If the scientists had data from the years before 1977 (which they did), they could probably also begin to construct a population growth model for the Forts. From what you learned in Chapter II, you tell me: Would a population growth model for the Forts look more exponential or more logistic? What do you suppose the carrying capacity of Daphne Major was over these years? Would the carrying capacity be the same in a drought year as it was, say, in 1978 when the rainfall amounts returned back to normal?

So, did this abiotic disturbance--which led to intense competition for food resources among the Fort population--actually lead to a new species of finch on Daphne Major? No, it did not. But, what did Prof S tell you about the things needed for speciation, i.e., the creation of a new species? Well, back in Lecture 9, he talked about the Biological Species Concept and also about two kinds of speciation, "allopatric" and "sympatric."

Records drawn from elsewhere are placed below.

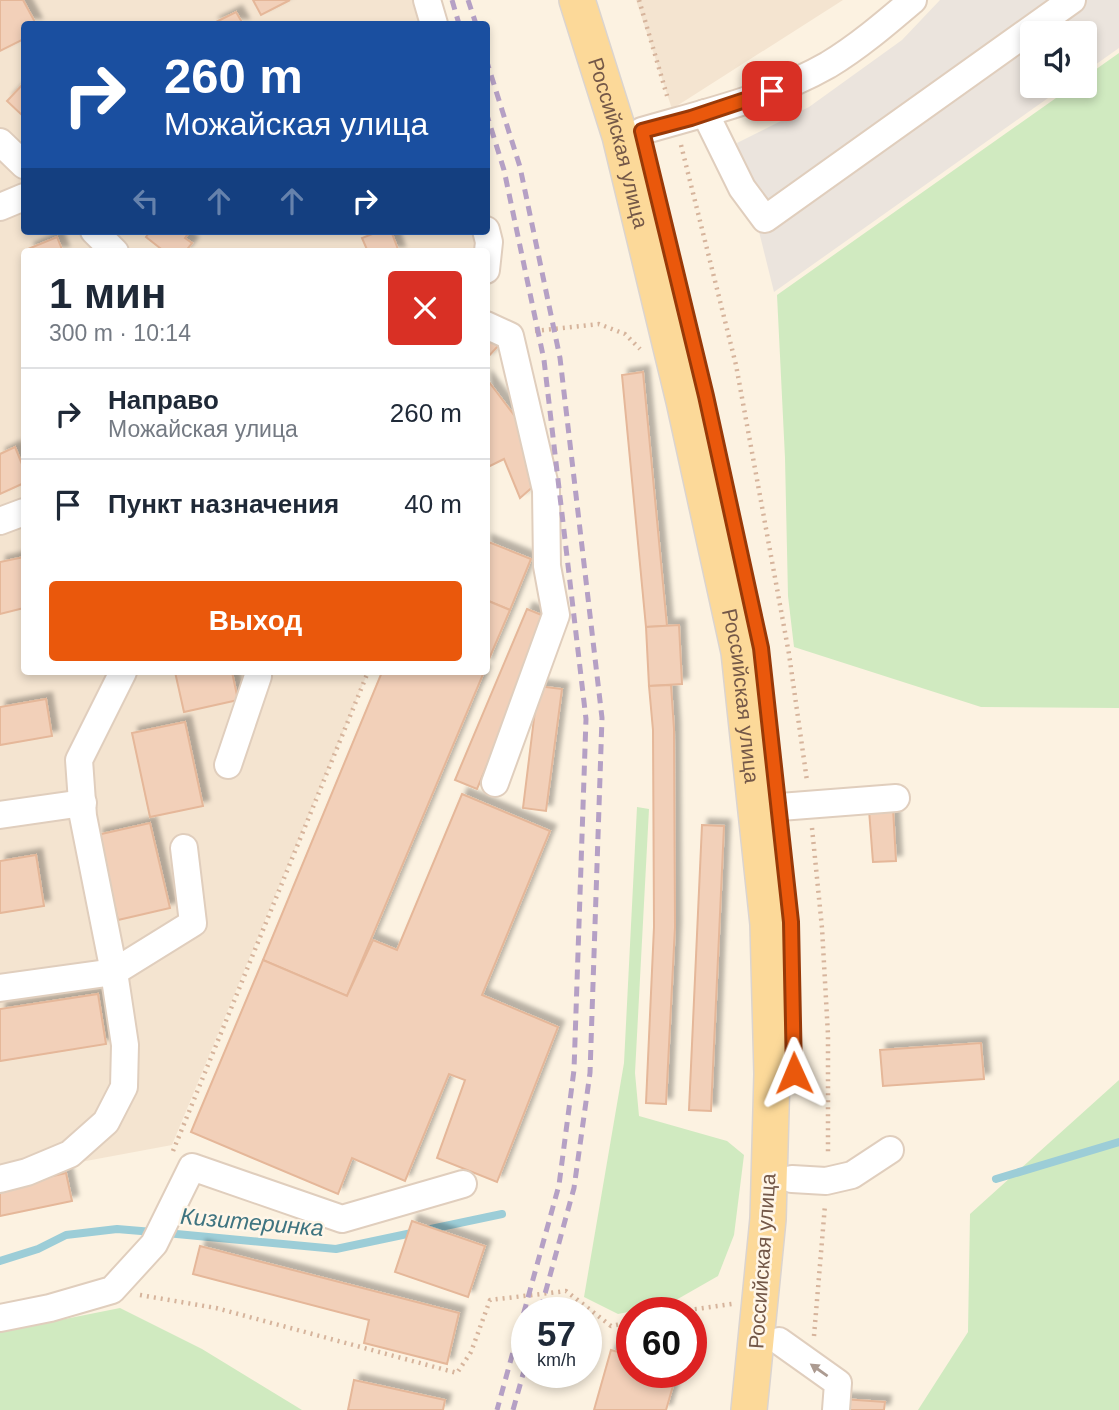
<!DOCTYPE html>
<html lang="ru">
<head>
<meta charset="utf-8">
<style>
  :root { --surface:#fff; --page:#f6f6f7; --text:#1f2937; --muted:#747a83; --line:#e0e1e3; --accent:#ea580c }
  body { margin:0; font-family:Arial,sans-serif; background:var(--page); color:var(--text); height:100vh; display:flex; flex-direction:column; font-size:26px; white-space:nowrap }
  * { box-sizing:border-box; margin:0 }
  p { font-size:23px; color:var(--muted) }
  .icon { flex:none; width:38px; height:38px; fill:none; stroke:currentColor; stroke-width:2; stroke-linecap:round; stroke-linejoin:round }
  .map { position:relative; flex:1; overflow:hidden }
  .panel { position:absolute; left:21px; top:248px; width:469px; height:427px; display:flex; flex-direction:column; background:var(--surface); border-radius:7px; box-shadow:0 4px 10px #0003 }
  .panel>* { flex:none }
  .guide { position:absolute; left:21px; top:21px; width:469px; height:214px; border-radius:7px; box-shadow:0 4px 10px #0003; background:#1a4fa0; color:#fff; overflow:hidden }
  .tools { position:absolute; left:1020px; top:21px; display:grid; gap:14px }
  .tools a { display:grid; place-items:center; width:77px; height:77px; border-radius:7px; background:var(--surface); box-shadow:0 4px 10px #0003; font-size:35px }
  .speed { position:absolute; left:511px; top:1297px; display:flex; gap:14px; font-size:35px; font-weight:700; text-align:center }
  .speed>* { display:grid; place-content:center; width:91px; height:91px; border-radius:50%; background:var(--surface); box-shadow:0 4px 10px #0003; line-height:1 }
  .speed small { font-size:18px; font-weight:400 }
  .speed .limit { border:10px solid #d22; background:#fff; color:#111 }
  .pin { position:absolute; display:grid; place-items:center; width:60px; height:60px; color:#fff; margin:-30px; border-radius:14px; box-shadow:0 4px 10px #0006 }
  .me { position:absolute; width:77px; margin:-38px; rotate:359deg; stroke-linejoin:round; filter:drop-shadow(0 0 5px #0008) }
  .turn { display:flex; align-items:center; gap:24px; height:147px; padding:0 28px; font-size:32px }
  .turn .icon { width:91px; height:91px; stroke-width:2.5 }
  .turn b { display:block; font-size:49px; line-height:60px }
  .lanes { display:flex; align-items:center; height:66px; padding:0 28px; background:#0003; justify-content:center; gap:35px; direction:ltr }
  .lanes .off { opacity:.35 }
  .round { display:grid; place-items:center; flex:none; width:74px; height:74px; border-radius:7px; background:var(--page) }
  .headline { display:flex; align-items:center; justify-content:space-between; height:119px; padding:0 28px }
  h1 { font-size:42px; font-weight:700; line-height:52px }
  .button { display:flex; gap:14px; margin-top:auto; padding:14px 28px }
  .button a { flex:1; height:80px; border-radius:7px; background:var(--accent); color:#fff; font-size:28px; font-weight:700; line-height:80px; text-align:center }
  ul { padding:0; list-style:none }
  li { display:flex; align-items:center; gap:21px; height:91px; padding:0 28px; border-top:2px solid var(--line) }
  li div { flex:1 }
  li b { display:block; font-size:26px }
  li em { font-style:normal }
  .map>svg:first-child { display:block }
  .residential { fill:#f4e4d0 }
  .industrial { fill:#ebe4dd }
  .green { fill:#d0eac0 }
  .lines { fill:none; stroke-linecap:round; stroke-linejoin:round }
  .stream { stroke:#9ccdd7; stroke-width:8 }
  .building { fill:#f2d0b9; stroke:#e5b799; stroke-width:2; filter:url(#shadow) }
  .minor-casing { stroke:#e0cebd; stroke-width:30 }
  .major-casing { stroke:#dbd4cf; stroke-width:38 }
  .path { stroke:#d6b49c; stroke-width:4.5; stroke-dasharray:2 5; stroke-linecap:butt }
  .minor { stroke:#fff; stroke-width:26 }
  .major { stroke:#fcd999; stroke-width:35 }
  .rail { stroke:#b5a0c5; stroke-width:5; stroke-dasharray:10 7; stroke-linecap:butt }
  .oneway { fill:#ac9b91 }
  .route-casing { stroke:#983908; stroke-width:18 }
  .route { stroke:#ea580c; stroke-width:12 }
  .labels { text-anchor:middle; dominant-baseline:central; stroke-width:5; stroke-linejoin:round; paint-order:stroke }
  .street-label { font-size:21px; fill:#745848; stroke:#fff6e8 }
  .water-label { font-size:23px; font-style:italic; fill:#3f7480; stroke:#fff6e8 }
</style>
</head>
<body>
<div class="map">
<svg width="1119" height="1410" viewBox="0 0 1119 1410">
  <defs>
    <filter id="shadow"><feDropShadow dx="6" dy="-6" stdDeviation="2" flood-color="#0004"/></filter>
  </defs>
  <rect width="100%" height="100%" fill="#fcf2e1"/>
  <g class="residential">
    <polygon points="0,0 421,0 427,24 24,24 24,231 478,231 480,252 24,252 24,672 368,672 172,1145 0,1177"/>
    <polygon points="636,0 843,0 672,109"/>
  </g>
  <polygon class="industrial" points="940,0 1119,0 1119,48 1085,72 1085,33 1032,33 1032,86 1065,86 774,292 737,143 809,107 902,40"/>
  <g class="green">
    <polygon points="1119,53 1119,708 981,707 794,647 788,596 785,458 777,295 1073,86 1085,86 1085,77"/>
    <polygon points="637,807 649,809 635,1073 639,1116 727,1141 744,1155 734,1235 718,1276 669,1304 618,1314 584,1297 624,1063"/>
    <polygon points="1119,1080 1119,1410 918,1410 968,1332 970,1214"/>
    <polygon points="120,1308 202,1349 302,1410 0,1410 0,1332"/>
  </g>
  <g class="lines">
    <g class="stream">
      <polyline points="996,1179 1119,1142"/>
      <polyline points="166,1233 336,1249 502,1214"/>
      <polyline points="0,1261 38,1249 66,1235 117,1229 153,1232"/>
    </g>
  </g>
  <g class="building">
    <polygon points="0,0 23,0 36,24 24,24 24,39 0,51"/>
    <polygon points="253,0 290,0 261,15"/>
    <polygon points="236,12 243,24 212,24"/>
    <polygon points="24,83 24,117 7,101"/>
    <polygon points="150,231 190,231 185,238 192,243 185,252 165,252 146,237"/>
    <polygon points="380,231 391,231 399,252 368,252 362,238"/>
    <polygon points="57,237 63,252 30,252 28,249"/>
    <polygon points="486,333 499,345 486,359"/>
    <polygon points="643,372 667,626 646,627 622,375"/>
    <polygon points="486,378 520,423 536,484 520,498 504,459 490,466 486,461"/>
    <polygon points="15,447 24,469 24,483 0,494 0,454"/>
    <polygon points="486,541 531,559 510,610 486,600"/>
    <polygon points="24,557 24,608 0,614 0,562"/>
    <polygon points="486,600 510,610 486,666"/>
    <polygon points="527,609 549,618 477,789 455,780"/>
    <polygon points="679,625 682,684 649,686 646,627"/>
    <polygon points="175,672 232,672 238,700 184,712"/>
    <polygon points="382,672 484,672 347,996 263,960"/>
    <polygon points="671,685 674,729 675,927 666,1104 646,1103 654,927 653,730 649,686"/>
    <polygon points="538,686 562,689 546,811 523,808"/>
    <polygon points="46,699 52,736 0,745 0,707"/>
    <polygon points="185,722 203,806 150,817 132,733"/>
    <polygon points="462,794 550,831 482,995 558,1027 497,1182 437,1158 465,1080 449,1074 405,1181 352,1158 338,1194 191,1132 263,960 347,996 373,940 397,950"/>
    <polygon points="893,808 896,861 873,862 869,810"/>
    <polygon points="150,823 170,908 118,920 97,835"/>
    <polygon points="702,825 724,826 711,1111 689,1110"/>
    <polygon points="36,855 44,906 0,913 0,861"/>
    <polygon points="98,994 106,1044 0,1061 0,1009"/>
    <polygon points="981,1043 984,1079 883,1086 880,1050"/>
    <polygon points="66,1173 72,1201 0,1216 0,1188"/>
    <polygon points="412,1221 485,1246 468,1297 395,1272"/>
    <polygon points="200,1246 459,1313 447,1364 364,1343 369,1320 193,1274"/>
    <polygon points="611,1350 632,1356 632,1372 677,1372 666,1410 594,1410"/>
    <polygon points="354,1380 445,1400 443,1410 348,1410"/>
    <polygon points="828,1398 885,1402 884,1410 827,1410"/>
  </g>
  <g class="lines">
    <defs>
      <g id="minor">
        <polyline points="427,0 434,24"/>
        <polyline points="705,113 742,188 765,219 1072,0"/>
        <path d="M 642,131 C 704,113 770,98 828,65 C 858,47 886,23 913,0"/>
        <polyline points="0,142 24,165"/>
        <polyline points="0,207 24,197"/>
        <polyline points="486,230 489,242 486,270"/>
        <polyline points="94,231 115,252"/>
        <polyline points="486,325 510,336 546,490 547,566 556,615 495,783"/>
        <polyline points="0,521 24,512"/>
        <polyline points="228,765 258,676 258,672"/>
        <polyline points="780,807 896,798"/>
        <polyline points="0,815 83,803"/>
        <polyline points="0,988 114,972 193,923 184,848"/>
        <polyline points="0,1179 27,1172 70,1154 106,1122 124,1087 125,1045 114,972 83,816 79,760 123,672"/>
        <polyline points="792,1179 826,1181 852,1175 890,1150"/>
        <polyline points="0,1318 50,1308 112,1290 154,1244 192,1167 342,1219 463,1184"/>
        <polyline points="779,1341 838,1383 836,1410"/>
      </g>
      <g id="major">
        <path id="s1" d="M 577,0 L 620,136 L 684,401 L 739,652 L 768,924 L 772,1074 L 768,1219 L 749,1410"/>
      </g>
    </defs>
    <use href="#minor" class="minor-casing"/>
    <use href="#major" class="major-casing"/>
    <g class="path">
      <polyline points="639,0 668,99"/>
      <polyline points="681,145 736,365 789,654 807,781"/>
      <polyline points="535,331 599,324 625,334 640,349"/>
      <polyline points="812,828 822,928 828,1035 828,1154"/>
      <polyline points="173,1151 368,672"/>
      <polyline points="140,1295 216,1308 457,1373 471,1352 490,1300 566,1291 611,1326 632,1322"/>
      <polyline points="674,1312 732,1304"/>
      <polyline points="814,1336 825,1205"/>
    </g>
    <use href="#minor" class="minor"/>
    <use href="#major" class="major"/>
    <g class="rail">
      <polyline points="452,0 459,24"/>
      <polyline points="468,0 476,24"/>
      <polyline points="486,59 520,167 560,358 602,718 590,1073 574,1188 540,1312"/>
      <polyline points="486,112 504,170 544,360 586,719 574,1070 559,1185 497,1410"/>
      <polyline points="513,1410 527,1360"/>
    </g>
  </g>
  <defs><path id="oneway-solid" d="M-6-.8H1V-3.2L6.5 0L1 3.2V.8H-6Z" transform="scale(1.75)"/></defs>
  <use class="oneway" href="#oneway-solid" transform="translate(819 1370) rotate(-145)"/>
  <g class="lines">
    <defs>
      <polyline id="route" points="772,91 691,118 642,131 706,396 761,648 791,922 794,1073"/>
    </defs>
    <use href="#route" class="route-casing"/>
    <use href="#route" class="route"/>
  </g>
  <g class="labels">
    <g class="street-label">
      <text stroke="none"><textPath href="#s1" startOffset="149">Российская улица</textPath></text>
      <text stroke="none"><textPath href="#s1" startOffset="716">Российская улица</textPath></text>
      <text transform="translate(762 1261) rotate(-86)">Российская улица</text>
    </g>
    <g class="water-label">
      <text transform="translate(252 1222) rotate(5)">Кизитеринка</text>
    </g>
  </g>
</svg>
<div class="tools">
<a><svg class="icon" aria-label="sound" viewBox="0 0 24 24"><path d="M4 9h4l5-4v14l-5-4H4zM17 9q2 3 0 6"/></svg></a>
</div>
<div class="speed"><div>57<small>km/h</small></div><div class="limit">60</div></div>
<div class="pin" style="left:772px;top:91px;background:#d93025"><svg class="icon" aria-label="arrive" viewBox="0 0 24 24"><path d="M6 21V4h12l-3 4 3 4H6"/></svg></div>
<svg class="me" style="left:794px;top:1073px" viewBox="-20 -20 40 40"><path d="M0-17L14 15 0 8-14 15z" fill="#ea580c" stroke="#fff" stroke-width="4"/></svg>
<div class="guide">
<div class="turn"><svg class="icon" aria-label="right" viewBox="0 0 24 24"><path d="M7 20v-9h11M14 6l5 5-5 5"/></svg><div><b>260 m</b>Можайская улица</div></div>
<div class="lanes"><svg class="icon off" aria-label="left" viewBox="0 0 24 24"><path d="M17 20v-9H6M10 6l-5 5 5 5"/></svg><svg class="icon off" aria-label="ahead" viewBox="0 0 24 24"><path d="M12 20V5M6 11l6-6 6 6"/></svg><svg class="icon off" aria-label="ahead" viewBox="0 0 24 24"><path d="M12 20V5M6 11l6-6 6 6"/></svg><svg class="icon" aria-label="right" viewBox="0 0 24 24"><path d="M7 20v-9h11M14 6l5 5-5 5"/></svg></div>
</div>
<section class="panel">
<div class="headline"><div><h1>1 мин</h1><p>300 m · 10:14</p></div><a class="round" style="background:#d93025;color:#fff"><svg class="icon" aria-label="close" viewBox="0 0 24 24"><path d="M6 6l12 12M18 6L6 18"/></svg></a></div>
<ul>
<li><svg class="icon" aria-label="right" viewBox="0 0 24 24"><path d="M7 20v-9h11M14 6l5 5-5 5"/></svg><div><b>Направо</b><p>Можайская улица</p></div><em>260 m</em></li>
<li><svg class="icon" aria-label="arrive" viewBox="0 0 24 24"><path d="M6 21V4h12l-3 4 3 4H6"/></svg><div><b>Пункт назначения</b></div><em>40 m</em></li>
</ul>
<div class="button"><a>Выход</a></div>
</section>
</div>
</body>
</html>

Now, here's where your work comes in: At the end of 1977-78, I have left you with a population of Forts, the majority of whom have above average beak and body sizes. Can you take this Fort population, the Biological Species Concept, and the fact that there are other islands in the Galapagos besides Daphne Major, and can you now tell me a story about how this above average beak/body size Fort population might become two species at some point in the future?

If you can do this, then I think you'll be ready for a lot of the questions that Prof S might throw your way on Exam 2.

Which brings me to the line I used at the end of the Lecture 11 Blog ("Mom...Do Birds Grow on Trees"). When I asked you to think about connections between the ideas in Lectures 11 and 12 I tongue-and-cheek said that the connection between these two lectures is "In the trees..." What I meant by that line was that the bridge between the two lectures is actually the image of the phylogenetic tree. If you understand these representations--and by that I mean understand what each line represents, what the nodes or branching points represent, what causes the branching points, etc.--then you're on your way to being able to see the world more like biologists do.